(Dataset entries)
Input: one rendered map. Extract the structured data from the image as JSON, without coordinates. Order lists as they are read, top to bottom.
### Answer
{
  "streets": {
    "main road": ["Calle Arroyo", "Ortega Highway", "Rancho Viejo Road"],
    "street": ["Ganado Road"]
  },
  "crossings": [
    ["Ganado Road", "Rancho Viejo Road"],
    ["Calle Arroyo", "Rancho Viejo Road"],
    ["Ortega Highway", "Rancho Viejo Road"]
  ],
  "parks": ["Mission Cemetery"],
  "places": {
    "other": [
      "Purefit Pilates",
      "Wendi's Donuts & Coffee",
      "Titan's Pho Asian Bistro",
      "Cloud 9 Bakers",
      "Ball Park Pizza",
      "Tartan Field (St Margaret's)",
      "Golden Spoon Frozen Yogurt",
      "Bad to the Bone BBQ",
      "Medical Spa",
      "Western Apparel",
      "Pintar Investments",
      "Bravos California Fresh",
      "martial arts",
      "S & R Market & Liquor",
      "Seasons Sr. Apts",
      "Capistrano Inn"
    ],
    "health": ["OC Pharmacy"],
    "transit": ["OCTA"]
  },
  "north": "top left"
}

• **Task instructions**:
Reproduce all the entries verbatim, leaving nothing out.

• **Task output**:
Input: one rendered map. Extract the structured data from the image as JSON, without coordinates. Order lists as they are read, top to bottom.
### Answer
{
  "streets": {
    "main road": ["Calle Arroyo", "Ortega Highway", "Rancho Viejo Road"],
    "street": ["Ganado Road"]
  },
  "crossings": [
    ["Ganado Road", "Rancho Viejo Road"],
    ["Calle Arroyo", "Rancho Viejo Road"],
    ["Ortega Highway", "Rancho Viejo Road"]
  ],
  "parks": ["Mission Cemetery"],
  "places": {
    "other": [
      "Purefit Pilates",
      "Wendi's Donuts & Coffee",
      "Titan's Pho Asian Bistro",
      "Cloud 9 Bakers",
      "Ball Park Pizza",
      "Tartan Field (St Margaret's)",
      "Golden Spoon Frozen Yogurt",
      "Bad to the Bone BBQ",
      "Medical Spa",
      "Western Apparel",
      "Pintar Investments",
      "Bravos California Fresh",
      "martial arts",
      "S & R Market & Liquor",
      "Seasons Sr. Apts",
      "Capistrano Inn"
    ],
    "health": ["OC Pharmacy"],
    "transit": ["OCTA"]
  },
  "north": "top left"
}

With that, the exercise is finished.